Patrizia Zappa Mulas ci porta nella Gubbio segreta

Il talento della vittima di Patrizia Zappa Mulas, scrittrice e attrice, ci porta a Gubbio, il cuore segreto di un’Italia antica in cui la storia si stratifica e si intreccia con il presente.

È la notte di Capodanno e al Comando dei Carabinieri arriva una segnalazione: sulla strada che corre sotto la Piazza c’è il cadavere di una giovane donna.

Nessuno la conosce, nessuno l’ha vista cadere.

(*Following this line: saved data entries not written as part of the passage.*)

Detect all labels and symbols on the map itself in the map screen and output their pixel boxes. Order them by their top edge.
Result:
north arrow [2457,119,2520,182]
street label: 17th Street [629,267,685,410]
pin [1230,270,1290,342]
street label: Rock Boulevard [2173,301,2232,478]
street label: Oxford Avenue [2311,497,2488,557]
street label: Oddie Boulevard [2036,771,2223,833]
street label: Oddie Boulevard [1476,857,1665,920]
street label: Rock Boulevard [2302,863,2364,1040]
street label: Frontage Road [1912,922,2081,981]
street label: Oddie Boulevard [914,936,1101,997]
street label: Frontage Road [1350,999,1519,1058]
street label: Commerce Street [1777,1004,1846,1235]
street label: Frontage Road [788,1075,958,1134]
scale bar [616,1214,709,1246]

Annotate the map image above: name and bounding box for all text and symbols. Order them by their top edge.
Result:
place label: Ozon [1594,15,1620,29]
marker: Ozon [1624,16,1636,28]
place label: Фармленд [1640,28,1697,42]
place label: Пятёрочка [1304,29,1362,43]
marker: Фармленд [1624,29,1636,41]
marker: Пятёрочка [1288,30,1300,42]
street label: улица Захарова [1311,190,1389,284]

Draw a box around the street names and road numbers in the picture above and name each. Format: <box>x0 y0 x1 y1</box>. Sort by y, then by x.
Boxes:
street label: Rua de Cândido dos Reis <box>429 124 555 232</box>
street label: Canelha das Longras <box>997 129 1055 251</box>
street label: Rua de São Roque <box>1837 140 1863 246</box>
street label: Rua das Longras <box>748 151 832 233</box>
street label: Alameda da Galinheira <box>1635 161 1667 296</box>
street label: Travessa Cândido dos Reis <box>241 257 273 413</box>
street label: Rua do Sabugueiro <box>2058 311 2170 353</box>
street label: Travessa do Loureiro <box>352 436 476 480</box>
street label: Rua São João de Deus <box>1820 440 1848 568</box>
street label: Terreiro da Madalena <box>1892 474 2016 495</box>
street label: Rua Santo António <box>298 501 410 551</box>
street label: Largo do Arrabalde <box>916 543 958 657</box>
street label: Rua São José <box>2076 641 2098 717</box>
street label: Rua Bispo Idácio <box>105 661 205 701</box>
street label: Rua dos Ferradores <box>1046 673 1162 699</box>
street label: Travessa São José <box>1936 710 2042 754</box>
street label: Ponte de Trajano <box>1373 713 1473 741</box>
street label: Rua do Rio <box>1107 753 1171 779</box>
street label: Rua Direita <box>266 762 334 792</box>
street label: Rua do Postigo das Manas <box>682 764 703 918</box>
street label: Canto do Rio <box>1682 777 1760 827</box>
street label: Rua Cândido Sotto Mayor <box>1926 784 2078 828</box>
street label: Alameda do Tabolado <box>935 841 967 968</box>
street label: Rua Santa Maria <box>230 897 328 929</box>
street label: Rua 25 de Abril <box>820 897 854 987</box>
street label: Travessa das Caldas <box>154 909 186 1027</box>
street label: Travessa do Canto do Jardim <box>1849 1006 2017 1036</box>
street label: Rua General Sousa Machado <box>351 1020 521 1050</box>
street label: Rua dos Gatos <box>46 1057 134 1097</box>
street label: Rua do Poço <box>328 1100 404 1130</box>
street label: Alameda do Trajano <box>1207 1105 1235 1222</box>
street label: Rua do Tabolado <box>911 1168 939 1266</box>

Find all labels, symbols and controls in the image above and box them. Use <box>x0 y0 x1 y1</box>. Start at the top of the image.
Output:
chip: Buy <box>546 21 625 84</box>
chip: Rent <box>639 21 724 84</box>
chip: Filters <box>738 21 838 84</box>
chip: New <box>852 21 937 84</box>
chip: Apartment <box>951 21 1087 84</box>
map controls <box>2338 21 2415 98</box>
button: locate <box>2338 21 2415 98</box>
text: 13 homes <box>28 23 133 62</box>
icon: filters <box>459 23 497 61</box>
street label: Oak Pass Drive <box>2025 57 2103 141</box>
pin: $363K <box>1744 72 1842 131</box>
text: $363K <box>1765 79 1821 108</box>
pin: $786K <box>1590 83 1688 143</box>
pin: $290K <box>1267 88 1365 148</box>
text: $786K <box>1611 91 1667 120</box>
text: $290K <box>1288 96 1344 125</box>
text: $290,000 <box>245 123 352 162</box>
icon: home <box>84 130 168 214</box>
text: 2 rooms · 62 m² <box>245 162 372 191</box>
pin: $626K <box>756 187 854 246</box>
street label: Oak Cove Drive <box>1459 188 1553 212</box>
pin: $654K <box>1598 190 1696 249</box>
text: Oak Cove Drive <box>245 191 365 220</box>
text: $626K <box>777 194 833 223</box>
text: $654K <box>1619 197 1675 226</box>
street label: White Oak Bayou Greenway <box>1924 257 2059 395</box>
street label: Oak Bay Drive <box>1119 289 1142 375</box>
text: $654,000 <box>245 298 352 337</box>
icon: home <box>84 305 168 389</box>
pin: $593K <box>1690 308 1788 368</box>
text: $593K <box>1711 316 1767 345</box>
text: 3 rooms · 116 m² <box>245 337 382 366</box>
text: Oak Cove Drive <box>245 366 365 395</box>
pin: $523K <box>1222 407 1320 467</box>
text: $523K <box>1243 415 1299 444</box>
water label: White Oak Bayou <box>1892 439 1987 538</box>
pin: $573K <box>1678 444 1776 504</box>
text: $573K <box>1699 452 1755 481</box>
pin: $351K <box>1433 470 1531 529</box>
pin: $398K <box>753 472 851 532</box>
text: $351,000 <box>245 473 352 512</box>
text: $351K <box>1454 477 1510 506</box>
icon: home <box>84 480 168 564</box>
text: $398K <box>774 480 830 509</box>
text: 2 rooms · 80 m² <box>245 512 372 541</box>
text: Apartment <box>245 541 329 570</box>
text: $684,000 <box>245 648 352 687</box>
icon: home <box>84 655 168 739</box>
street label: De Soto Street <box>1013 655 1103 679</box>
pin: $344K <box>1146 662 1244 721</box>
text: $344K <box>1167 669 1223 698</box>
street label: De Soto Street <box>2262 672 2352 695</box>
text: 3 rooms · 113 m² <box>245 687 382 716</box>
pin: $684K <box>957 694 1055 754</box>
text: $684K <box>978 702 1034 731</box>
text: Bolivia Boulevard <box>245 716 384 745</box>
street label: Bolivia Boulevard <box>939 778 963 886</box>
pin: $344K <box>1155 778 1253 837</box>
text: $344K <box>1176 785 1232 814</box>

Il capitano Agostino un ufficiale insolito perché umanista disincantato e amante delle lingue antiche, il cui incarico a Gubbio sta per scadere, inizia le indagini insieme al giovane carabiniere Pizzetti, esperto di informatica appena arrivato a Gubbio.

Nell’appartamento della vittima il giovane Pizzetti trova una lettera indirizzata al Direttore, l’uomo politico più potente della zona. Uno scritto che è insieme un messaggio d’addio e un resoconto dettagliato di un’intensa storia d’amore. Ma è anche una ricerca e un omaggio alle misteriose Tavole Eugubine (e siamo tra il I° e il III° secolo a. C.) che a Gubbio si trovano: unica testimonianza storica importantissima della civiltà dimenticata che ha governato il Centro Italia prima di Roma, fondata sulla solidarietà, sulla divinizzazione della natura e alla base delle parole su cui si fondò poi diritto romano. Le Tavole sono scritte in una lingua sconosciuta, quella degli Umbri antichi.